### Exercise directions
Please copy every line with the string "Magnolia" from the entries below.

### Dataset excerpts
= = =

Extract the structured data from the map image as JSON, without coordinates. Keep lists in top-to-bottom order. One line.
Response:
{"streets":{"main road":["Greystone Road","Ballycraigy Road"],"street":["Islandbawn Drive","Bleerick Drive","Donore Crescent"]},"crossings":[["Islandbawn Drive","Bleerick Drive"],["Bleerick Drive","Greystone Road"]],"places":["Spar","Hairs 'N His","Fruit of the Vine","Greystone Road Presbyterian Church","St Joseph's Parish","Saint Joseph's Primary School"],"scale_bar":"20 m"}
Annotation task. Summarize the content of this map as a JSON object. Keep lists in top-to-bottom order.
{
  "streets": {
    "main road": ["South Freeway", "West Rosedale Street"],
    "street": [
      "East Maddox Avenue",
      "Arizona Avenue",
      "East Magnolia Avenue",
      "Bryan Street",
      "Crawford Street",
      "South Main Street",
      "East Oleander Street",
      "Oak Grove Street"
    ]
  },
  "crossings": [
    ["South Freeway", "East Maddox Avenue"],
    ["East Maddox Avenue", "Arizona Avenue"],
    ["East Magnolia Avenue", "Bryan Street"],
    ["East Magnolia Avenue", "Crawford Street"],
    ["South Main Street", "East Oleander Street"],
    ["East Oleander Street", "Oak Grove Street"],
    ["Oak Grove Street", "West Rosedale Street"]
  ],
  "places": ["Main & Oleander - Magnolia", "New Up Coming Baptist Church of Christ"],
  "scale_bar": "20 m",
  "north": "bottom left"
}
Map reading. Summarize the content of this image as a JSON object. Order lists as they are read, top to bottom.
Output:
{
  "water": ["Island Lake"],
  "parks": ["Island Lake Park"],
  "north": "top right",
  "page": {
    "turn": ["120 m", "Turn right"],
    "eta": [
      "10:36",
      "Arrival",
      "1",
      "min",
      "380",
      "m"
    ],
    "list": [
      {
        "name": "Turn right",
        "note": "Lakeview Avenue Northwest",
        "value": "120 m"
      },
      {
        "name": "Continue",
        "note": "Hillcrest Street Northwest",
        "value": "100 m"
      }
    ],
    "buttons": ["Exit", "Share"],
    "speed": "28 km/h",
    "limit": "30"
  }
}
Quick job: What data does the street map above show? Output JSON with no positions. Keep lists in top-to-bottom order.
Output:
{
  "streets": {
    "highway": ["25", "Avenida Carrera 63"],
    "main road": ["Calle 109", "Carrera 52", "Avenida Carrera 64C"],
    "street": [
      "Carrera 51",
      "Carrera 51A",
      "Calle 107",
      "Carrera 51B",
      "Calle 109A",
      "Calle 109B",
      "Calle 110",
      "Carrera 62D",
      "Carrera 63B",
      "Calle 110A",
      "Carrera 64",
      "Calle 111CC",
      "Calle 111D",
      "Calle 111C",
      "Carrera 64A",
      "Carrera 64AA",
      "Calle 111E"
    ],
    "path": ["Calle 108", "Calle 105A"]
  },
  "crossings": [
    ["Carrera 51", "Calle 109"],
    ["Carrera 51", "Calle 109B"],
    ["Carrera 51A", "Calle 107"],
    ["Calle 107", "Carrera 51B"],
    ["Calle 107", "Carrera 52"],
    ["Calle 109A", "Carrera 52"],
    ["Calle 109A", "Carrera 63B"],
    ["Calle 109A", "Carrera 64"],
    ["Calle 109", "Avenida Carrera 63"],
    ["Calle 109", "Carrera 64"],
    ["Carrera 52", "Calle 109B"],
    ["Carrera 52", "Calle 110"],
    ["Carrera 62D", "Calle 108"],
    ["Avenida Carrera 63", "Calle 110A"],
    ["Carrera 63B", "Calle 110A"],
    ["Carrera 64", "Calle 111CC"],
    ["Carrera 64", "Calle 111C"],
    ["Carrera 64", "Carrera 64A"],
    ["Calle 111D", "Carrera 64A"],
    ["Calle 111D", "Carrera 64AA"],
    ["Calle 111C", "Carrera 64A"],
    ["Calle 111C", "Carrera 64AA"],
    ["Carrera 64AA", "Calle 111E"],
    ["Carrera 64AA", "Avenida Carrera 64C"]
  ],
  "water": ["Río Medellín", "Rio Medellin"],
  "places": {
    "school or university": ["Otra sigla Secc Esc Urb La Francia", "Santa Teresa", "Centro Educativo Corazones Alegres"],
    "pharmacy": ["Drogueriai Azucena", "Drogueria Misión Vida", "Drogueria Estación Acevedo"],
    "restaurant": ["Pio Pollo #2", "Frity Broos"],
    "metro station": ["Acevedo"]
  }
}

= = =

### Written response
      "East Magnolia Avenue",
    ["East Magnolia Avenue", "Bryan Street"],
    ["East Magnolia Avenue", "Crawford Street"],
  "places": ["Main & Oleander - Magnolia", "New Up Coming Baptist Church of Christ"],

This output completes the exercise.